Today we have more of the same. I want to finish getting the newsletters set up and maybe get some time down in the park, since I actually have the tripod this time. We also have some of the specialty fabrics to fold and there’s another batch still to wash.
Today’s Plant is Cow parsnip, Heracleum lanatum, or Indian Celery. Growing in every damp place along the roads out here, this is easily confused with seacoast angelica, and other plants, and even dangerously with water hemlock, if you don’t look carefully, or dig it up to check the root. It’s a huge plant (over 6 feet tall) with leaves large enough to make a hat from! Local peoples used it as a poultice plant for bruises and sores. The young stems and leaf stalks can be peeled and eaten in spring. The root makes a nice yellow dye. – Feminine, Water, Moon, Hathor – The flowers glow in the moonlight and I have used this as a plant of sacrifice to Bona Dea or the Great Mother in one of her many aspects as it is a symbol of the plenty of spring. More here: http://en.wikipedia.org/wiki/Heracleum_lanatum
Feast day of St Emeric, Hungarian prince – Emeric, born in 1007, was the son of St Stephen of Hungary. His father had trained him to succeed him but the young man died before his father, killed in a hunting accident in 1031. His tomb at Szekesfehervar, Hungary, was a pilgrims’ site, and many miracles were reported there. He was canonized with his father in 1083. The name Amerigo (cf Amerigo Vespucci, after whom America is named) is a variant of Emeric. More here: http://www.catholic.org/saints/saint.php?saint_id=3110 and here: http://en.wikipedia.org/wiki/Emeric_of_Hungary_%28saint%29
The shop opens at 11am! Fall hours are 11am-6pm, Thursday through Monday and closing will drift earlier with sunset times. Need something off hours? Give us a call at 541-563-7154 or Facebook or email at email@example.com If we’re supposed to be closed, but it looks like we’re there, try the door. If it’s open, the shop’s open! In case of bad weather, check here at the blog for updates, on our Facebook as Ancient Light, or call the shop.
Love & Light,
Waning Moon Magick – From the Full Moon to the New is a time for study, meditation, and magic designed to banish harmful energies and habits, for ridding oneself of addictions, illness or negativity. Remember: what goes up must come down. Phase ends at the Tide Change on 11/11 at 9:47am. Waning Crescent Moon – Best time for beginning introspective magicks that are more long term (full year cycle) A good time for beginning knot magicks to “bind up” addictions and illness (finish just before the Tide Change of Dark to New) and “tying up loose ends” God/dess aspects – Demeter weeping for her Daughter, Mabon, Arachne Tyr. Phase ends on 11/6 at 9:47pm.
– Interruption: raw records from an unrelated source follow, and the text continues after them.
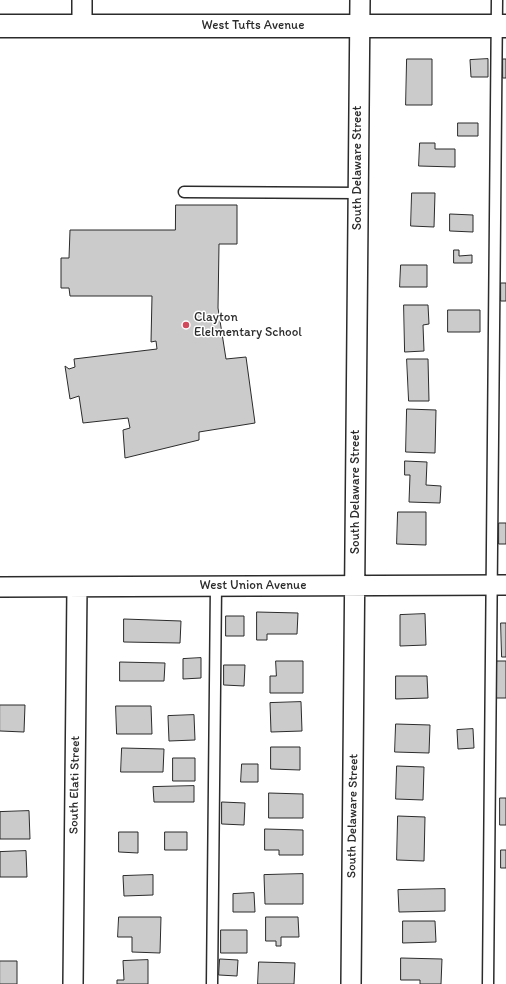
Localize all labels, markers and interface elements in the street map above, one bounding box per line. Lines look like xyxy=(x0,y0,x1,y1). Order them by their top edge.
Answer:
street label: West Tufts Avenue xyxy=(202,18,304,34)
street label: South Delaware Street xyxy=(350,106,366,230)
place label: Clayton Elelmentary School xyxy=(194,310,302,341)
marker: Clayton Elelmentary School xyxy=(181,320,191,330)
street label: South Delaware Street xyxy=(348,430,364,554)
street label: West Union Avenue xyxy=(200,578,306,594)
street label: South Elati Street xyxy=(66,736,84,834)
street label: South Delaware Street xyxy=(344,754,362,878)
Algol should be at its minimum brightness, magnitude 3.4 instead of its usual 2.1, for a couple hours centered on 8:30 p.m. EST according to its recently revised predictions. Comparison-star chart.
The waning crescent Moon poses with Jupiter on the morning of Friday the 6th, then with Venus and Mars on Saturday the 7th.
Saturn (magnitude +0.6) disappears very low in the southwest during twilight. Bring binoculars. Don’t confuse Saturn with orange Antares twinkling 9° to its left or lower left. Good luck.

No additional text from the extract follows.